The challenge our nation faces is not a lack of technological innovation. The challenge is our unwillingness and inability to anticipate, evaluate and manage our technologies. A former head of the Schools of Technology at Purdue University said every new technology brings a mix of benefit and threat. If you think that our Internet culture with its social media explosion hasn’t brought problems of security, coarsening behavior, uncertainty of what is true, and even what it is to be human, then you are truly living in cyberspace .
We make a movie about Steve Jobs and forget Mary Shelley and Robert Oppenheimer; Cassandra’s cries fall on deaf ears and political candidates don’t know or care a fig about what it means. We stand intellectually, legally and morally naked at the threshold of artificial intelligence.
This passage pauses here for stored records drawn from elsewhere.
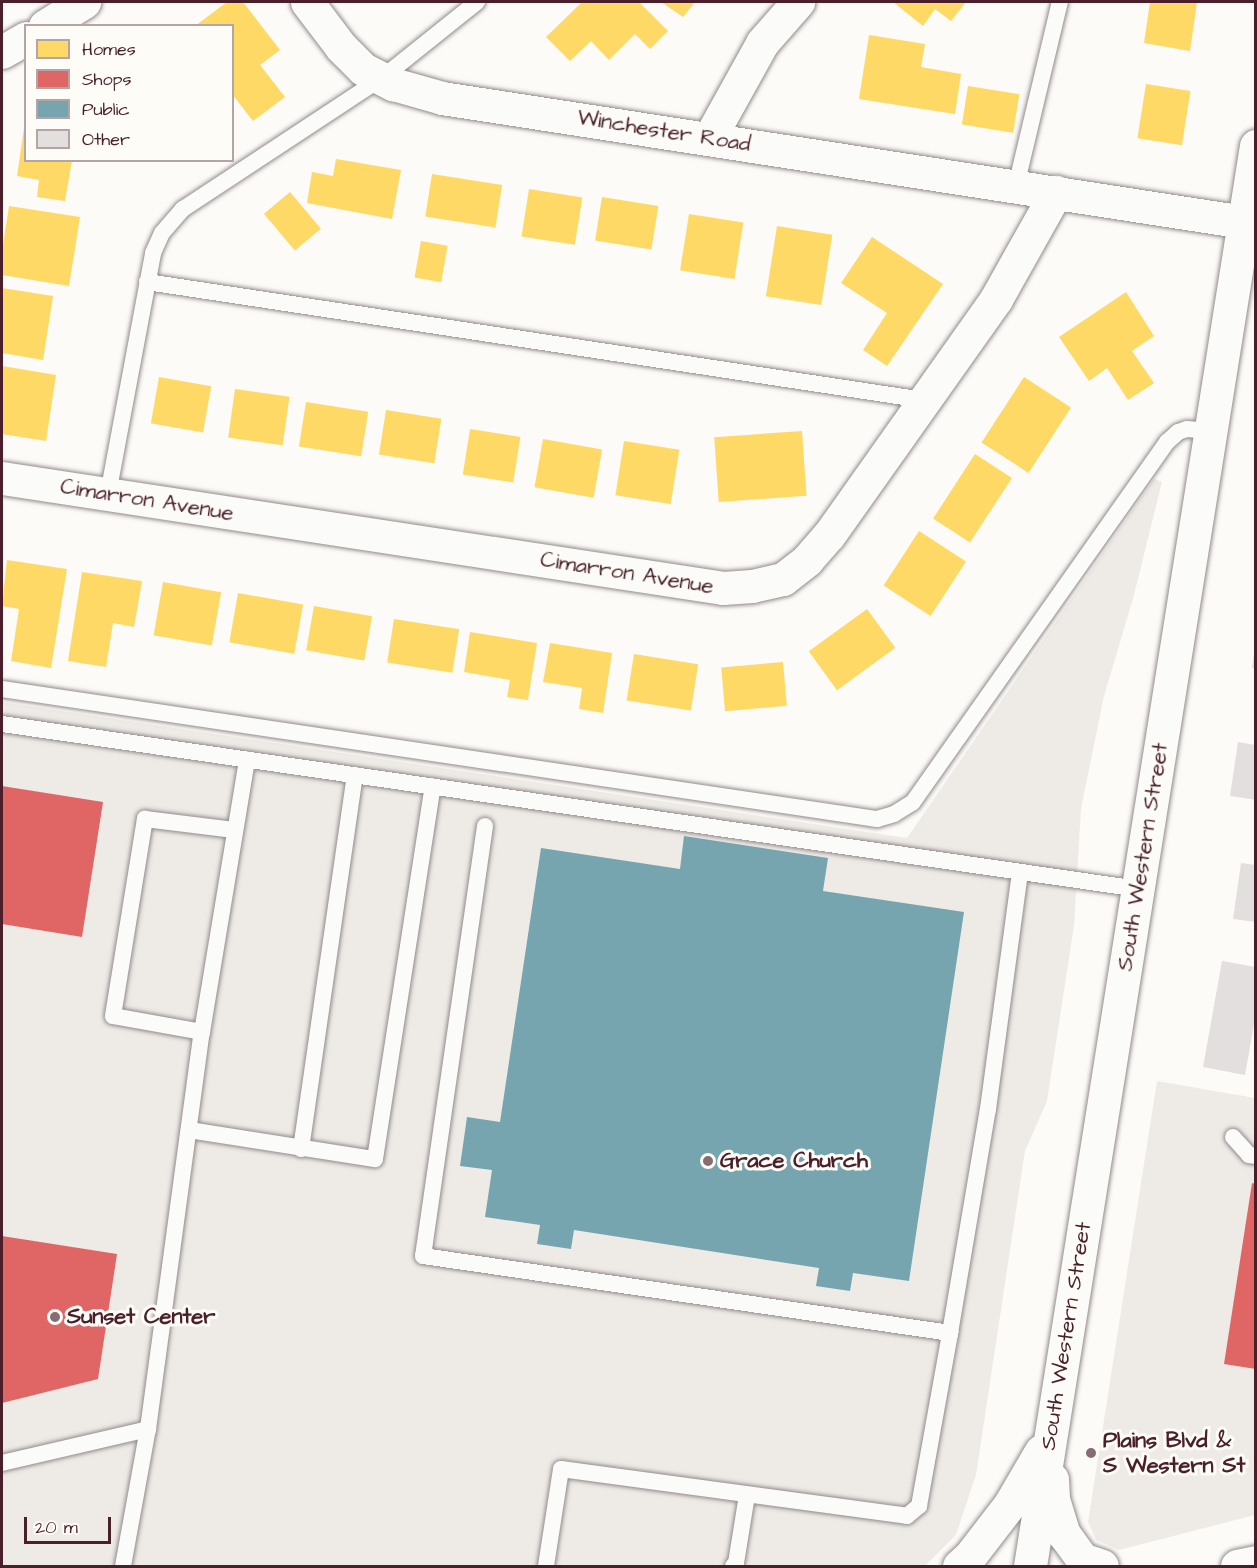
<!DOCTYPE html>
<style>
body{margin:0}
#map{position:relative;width:1257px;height:1568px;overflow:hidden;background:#fcfbf8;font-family:"Architects Daughter",sans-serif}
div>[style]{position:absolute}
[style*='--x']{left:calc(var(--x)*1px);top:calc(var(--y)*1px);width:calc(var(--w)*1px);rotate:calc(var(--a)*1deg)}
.built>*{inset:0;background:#eeebe7}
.homes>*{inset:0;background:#ffd966;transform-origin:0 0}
.shops>*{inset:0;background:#e06666}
.public>*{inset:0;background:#76a5af}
.building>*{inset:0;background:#e2dfde}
.roads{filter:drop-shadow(0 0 2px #928a8b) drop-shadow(0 0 2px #928a8b)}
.lane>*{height:16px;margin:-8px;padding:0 8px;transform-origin:8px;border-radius:8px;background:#fbfbf9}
.street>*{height:33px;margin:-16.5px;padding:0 16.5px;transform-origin:16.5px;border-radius:16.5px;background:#fbfbf9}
.secondary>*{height:33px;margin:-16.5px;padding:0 16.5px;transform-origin:16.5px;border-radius:16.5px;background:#fbfbf9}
.dots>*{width:16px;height:16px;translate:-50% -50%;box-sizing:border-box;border:3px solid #fdfcf7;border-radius:50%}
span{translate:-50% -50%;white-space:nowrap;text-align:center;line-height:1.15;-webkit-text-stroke:6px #fdfcf7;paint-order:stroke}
.street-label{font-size:22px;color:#4a1f2b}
.poi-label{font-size:22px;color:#4a1f2b;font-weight:700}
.left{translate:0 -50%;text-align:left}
.frame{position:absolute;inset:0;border:3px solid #4a1f2b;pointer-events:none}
.legend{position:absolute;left:24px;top:24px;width:210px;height:138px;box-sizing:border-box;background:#fdfcf7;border:2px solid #b5a4a5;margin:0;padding:8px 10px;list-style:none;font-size:18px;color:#4a1f2b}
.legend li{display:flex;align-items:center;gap:12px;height:30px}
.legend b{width:30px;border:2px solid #b5a4a5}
.scale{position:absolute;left:24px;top:1517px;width:87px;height:27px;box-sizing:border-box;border:3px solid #4a1f2b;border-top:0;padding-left:8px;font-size:18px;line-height:21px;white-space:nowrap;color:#4a1f2b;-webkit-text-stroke:4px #fdfcf7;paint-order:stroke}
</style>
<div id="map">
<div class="built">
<i style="clip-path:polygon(1154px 479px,1162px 482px,1134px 595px,1104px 696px,1081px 809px,1074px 926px,1047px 1101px,1025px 1151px,976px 1475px,956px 1535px,925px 1566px,2px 1566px,2px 702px,907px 838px)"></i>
<i style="clip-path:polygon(1157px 1081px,1255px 1098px,1255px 1515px,1119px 1550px,1096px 1540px,1088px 1522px)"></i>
</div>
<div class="homes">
<i style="clip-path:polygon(227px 2px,243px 2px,280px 50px,260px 65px,285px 97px,253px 121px,232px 94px,232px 26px,195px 26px)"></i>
<i style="clip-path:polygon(582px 2px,639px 2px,668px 31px,650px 49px,635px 34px,609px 60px,591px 41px,570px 61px,546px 37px)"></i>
<i style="clip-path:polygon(661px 2px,695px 2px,683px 17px)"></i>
<i style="clip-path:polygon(893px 2px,966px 2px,951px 21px,935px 9px,923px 26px)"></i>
<i style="clip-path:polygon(1150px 2px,1197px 2px,1190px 51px,1144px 43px)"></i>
<i style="clip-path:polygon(869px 35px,925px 44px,921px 67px,961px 74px,955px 114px,859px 99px)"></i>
<i style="left:1146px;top:84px;width:45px;height:55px;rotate:9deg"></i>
<i style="left:968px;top:86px;width:52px;height:39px;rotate:9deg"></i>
<i style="clip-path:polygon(24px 128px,26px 160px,72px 160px,65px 201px,37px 197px,39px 180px,17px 176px)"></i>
<i style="clip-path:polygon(336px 159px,401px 170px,392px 219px,307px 203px,312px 172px,333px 176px)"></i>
<i style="left:432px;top:174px;width:71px;height:43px;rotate:9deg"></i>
<i style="left:529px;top:189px;width:54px;height:48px;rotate:9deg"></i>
<i style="left:290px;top:192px;width:48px;height:34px;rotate:50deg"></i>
<i style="left:602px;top:197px;width:57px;height:44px;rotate:9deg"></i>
<i style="clip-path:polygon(9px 206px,80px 217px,69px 286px,2px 275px,2px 251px)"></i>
<i style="left:689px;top:214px;width:55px;height:57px;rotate:9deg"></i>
<i style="left:777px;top:226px;width:56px;height:71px;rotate:9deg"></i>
<i style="clip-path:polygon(872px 237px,943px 284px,887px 366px,863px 350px,887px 313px,841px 283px)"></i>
<i style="left:421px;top:241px;width:27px;height:37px;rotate:10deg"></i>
<i style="clip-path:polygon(2px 288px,53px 296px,43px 360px,2px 353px)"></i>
<i style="clip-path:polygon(1126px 292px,1154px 336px,1132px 351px,1154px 383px,1128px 400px,1107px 368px,1089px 381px,1059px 337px)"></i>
<i style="clip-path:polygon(2px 366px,56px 375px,46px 441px,2px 434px)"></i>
<i style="left:159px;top:377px;width:53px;height:47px;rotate:10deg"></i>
<i style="left:1024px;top:377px;width:56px;height:78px;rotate:33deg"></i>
<i style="left:235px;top:389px;width:55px;height:49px;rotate:8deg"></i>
<i style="left:306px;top:402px;width:63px;height:45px;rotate:9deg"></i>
<i style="left:386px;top:410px;width:56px;height:45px;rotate:9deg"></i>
<i style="left:470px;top:429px;width:51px;height:46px;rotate:9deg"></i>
<i style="left:802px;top:431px;width:65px;height:88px;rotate:86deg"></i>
<i style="left:543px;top:439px;width:60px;height:49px;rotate:10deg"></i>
<i style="left:624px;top:441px;width:56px;height:55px;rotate:9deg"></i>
<i style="left:975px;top:454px;width:44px;height:77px;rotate:33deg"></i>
<i style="left:919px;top:531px;width:56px;height:65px;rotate:33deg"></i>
<i style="clip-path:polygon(7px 560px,67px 569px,51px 668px,11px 661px,19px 609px,2px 606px)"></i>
<i style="clip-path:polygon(82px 572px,142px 581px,134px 627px,113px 623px,106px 667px,68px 661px)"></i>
<i style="left:163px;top:582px;width:59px;height:54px;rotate:10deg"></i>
<i style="left:238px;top:593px;width:66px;height:50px;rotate:10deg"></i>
<i style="left:314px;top:606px;width:59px;height:45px;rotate:10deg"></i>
<i style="left:867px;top:609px;width:48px;height:72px;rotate:54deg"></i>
<i style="left:394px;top:619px;width:66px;height:44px;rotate:9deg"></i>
<i style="clip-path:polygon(470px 632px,537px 643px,528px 700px,507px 697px,510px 680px,464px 672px)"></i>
<i style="clip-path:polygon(550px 643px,612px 653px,603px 713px,579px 709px,582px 688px,543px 682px)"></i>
<i style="left:634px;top:654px;width:65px;height:47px;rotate:9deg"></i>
<i style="left:783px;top:662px;width:44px;height:62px;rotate:85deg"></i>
</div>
<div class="shops">
<i style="clip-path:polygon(2px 786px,103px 802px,82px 937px,2px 924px)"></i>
<i style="clip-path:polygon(1252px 1183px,1256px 1184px,1256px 1369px,1224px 1364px)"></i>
<i style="clip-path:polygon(2px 1236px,117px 1254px,98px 1379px,2px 1403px)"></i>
</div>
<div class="public">
<i style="clip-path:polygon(684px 836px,828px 858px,823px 891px,964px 912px,909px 1281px,853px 1273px,850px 1291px,816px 1286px,819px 1268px,574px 1230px,571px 1249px,537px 1244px,540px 1225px,485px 1217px,492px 1170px,460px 1166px,467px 1117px,500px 1122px,541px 848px,680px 869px)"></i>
</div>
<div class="building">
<i style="clip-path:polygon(1254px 653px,1256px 654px,1256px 669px,1252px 668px)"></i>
<i style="clip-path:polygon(1238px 742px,1256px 745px,1256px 800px,1230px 796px)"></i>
<i style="clip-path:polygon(1241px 863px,1256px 865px,1256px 922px,1233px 919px)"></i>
<i style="clip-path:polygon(1222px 961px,1256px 967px,1256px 1013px,1245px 1075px,1203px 1067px)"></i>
</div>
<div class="roads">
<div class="lane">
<i style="--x:1016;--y:186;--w:189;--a:-76.6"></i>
<i style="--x:147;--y:282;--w:786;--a:8.64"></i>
<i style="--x:108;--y:494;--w:245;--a:-79.4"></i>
<i style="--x:153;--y:253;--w:22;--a:-66"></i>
<i style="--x:162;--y:233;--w:32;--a:-49"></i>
<i style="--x:183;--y:209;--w:238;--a:-33.4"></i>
<i style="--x:382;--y:78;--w:122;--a:-38.7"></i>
<i style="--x:2;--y:689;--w:885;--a:8.45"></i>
<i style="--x:877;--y:819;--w:18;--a:-16"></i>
<i style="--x:894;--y:814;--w:22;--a:-32"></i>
<i style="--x:913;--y:802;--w:441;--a:-54.8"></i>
<i style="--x:1167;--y:442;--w:15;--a:-42"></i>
<i style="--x:1178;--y:432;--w:9;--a:-18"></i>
<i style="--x:1187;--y:429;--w:24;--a:5"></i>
<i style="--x:2;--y:724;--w:1148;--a:8.26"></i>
<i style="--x:485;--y:826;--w:434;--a:98.2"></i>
<i style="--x:423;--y:1256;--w:533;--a:8.31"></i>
<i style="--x:950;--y:1333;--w:227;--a:-80.4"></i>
<i style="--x:988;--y:1109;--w:239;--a:-82.3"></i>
<i style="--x:202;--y:1032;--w:90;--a:-169.8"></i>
<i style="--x:113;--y:1016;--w:200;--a:-80.8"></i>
<i style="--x:145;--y:819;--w:90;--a:7"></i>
<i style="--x:189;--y:1130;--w:188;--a:8.9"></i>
<i style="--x:375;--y:1159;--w:377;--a:-81.2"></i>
<i style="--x:1233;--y:1137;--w:24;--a:48"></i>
<i style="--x:1249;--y:1155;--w:7;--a:8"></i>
<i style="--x:301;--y:1149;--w:378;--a:-81.8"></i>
<i style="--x:2;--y:1463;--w:150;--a:-13.1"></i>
<i style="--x:123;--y:1566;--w:139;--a:-79.7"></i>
<i style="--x:148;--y:1429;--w:401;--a:-82.3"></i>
<i style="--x:202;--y:1032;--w:276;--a:-80.6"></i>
<i style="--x:546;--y:1566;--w:98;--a:-81.2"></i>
<i style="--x:561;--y:1469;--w:349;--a:7.7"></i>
<i style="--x:907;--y:1516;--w:16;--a:-40"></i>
<i style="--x:919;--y:1506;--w:176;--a:-79.8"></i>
<i style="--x:733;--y:1566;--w:4;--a:-45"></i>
<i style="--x:736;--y:1563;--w:69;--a:-80.8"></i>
</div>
<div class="street">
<i style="--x:307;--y:2;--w:56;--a:52.9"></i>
<i style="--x:341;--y:47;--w:31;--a:45"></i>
<i style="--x:363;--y:69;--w:34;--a:27"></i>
<i style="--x:393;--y:84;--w:51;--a:15.9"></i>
<i style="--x:442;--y:98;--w:812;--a:8.79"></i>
<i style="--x:45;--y:26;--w:46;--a:-31.6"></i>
<i style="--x:2;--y:52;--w:28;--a:-30"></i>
<i style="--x:710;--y:137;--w:107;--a:-61"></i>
<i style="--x:762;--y:43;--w:55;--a:-48.7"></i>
<i style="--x:2;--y:478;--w:729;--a:8.67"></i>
<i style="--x:723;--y:588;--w:29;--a:-4"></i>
<i style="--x:752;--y:586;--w:32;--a:-13"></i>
<i style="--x:783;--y:579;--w:31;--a:-38"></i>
<i style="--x:807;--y:560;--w:33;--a:-49"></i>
<i style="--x:829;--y:535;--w:289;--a:-54.7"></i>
<i style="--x:996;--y:299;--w:123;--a:-60.7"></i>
</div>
<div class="secondary">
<i style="--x:1052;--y:1479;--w:20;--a:87"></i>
<i style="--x:1053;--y:1499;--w:37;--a:73"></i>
<i style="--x:1064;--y:1534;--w:31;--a:54"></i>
<i style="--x:1082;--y:1559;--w:21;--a:19"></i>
<i style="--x:959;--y:1566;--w:15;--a:-42"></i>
<i style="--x:970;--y:1556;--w:66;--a:-52.4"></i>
<i style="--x:1010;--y:1504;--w:61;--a:-59.7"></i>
<i style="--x:1030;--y:1566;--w:1438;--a:-80.96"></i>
<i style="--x:1237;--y:1566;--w:19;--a:-12"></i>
</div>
</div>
<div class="dots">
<i style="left:708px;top:1161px;background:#886c73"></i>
<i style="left:55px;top:1317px;background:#886c73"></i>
<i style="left:1091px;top:1453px;background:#886c73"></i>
</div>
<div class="street-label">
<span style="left:664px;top:131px;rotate:9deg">Winchester Road</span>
<span style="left:147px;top:500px;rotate:9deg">Cimarron Avenue</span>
<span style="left:627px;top:573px;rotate:9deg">Cimarron Avenue</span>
<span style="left:1143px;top:857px;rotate:-81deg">South Western Street</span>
<span style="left:1066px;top:1336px;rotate:-81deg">South Western Street</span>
</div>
<div class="poi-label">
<span class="left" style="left:720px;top:1161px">Grace Church</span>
<span class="left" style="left:67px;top:1317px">Sunset Center</span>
<span class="left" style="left:1103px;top:1453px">Plains Blvd &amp;<br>S Western St</span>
</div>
<div class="frame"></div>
<ul class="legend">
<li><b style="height:16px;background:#ffd966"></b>Homes</li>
<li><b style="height:16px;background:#e06666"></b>Shops</li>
<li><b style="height:16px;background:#76a5af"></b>Public</li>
<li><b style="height:16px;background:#e2dfde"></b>Other</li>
</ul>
<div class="scale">20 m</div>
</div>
In short, we don’t so much need ever more technology and button pushers; we need wise leaders and thoughtful citizens to guide us through all this.
Students’ difficulty with physics and mathematics was often due to poor ability to read critically, inadequate practice in reasoning, and limited imagination and willingness to ask, “what if ... ?” Only through liberal-arts education can we get the leaders we need and the citizens we need to be: people who can interact effectively across disciplines, international boundaries and cultures, and political ideologies; people whose lives are enriched with meaningful, even spiritual understanding.
In a survey of former pre-engineering students I got the following response, “You don’t have to know Shakespeare to build a bridge, but you’ll build a better bridge if you do.”
Ernest Henninger, a retired educator, lives in Harrodsburg.